====== EXERCISE MATERIAL
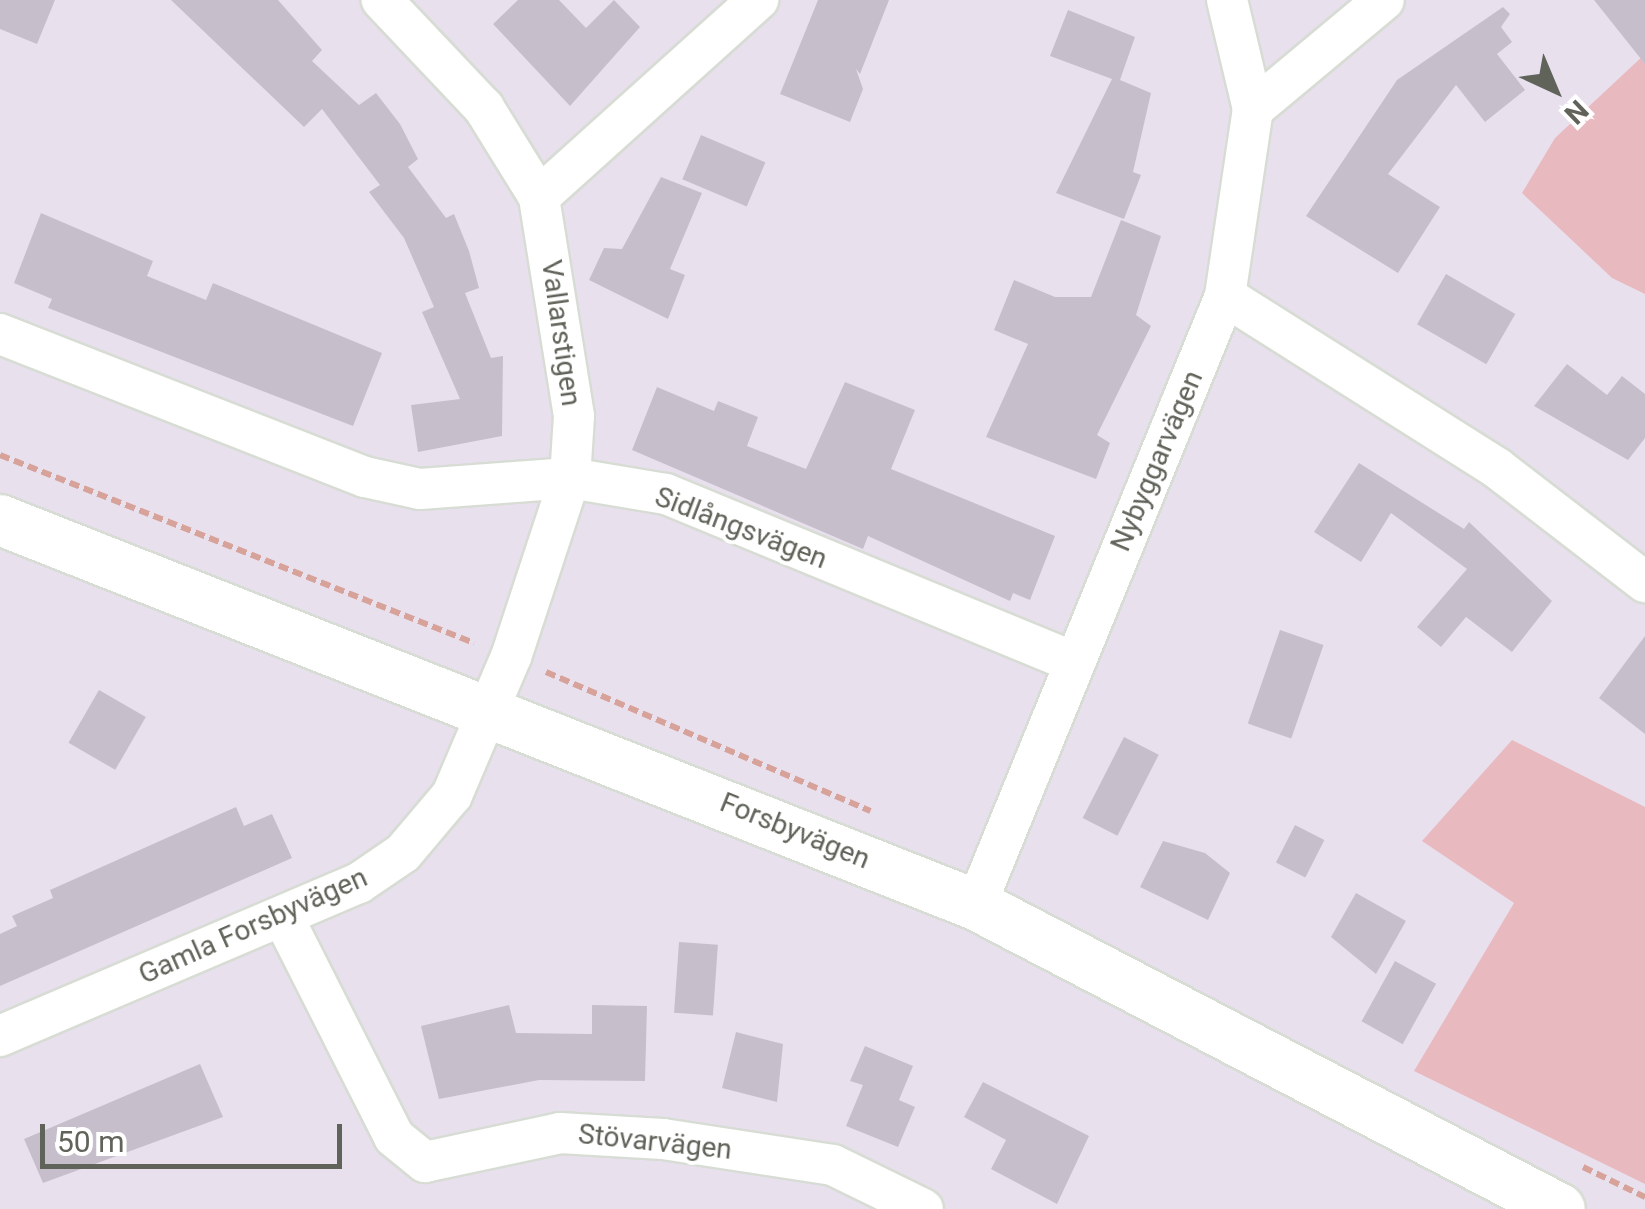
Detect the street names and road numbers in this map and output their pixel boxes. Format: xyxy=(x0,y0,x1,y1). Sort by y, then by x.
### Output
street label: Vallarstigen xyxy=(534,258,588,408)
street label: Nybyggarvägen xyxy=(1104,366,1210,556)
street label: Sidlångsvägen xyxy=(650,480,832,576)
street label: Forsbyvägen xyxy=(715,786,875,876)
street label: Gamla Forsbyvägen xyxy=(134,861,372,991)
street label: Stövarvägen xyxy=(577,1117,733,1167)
============
Once the pictures are set aside, please output all the data word for word.

Detect the street names and road numbers in this map and output their pixel boxes. Format: xyxy=(x0,y0,x1,y1). Sort by y, then by x.
### Output
street label: Vallarstigen xyxy=(534,258,588,408)
street label: Nybyggarvägen xyxy=(1104,366,1210,556)
street label: Sidlångsvägen xyxy=(650,480,832,576)
street label: Forsbyvägen xyxy=(715,786,875,876)
street label: Gamla Forsbyvägen xyxy=(134,861,372,991)
street label: Stövarvägen xyxy=(577,1117,733,1167)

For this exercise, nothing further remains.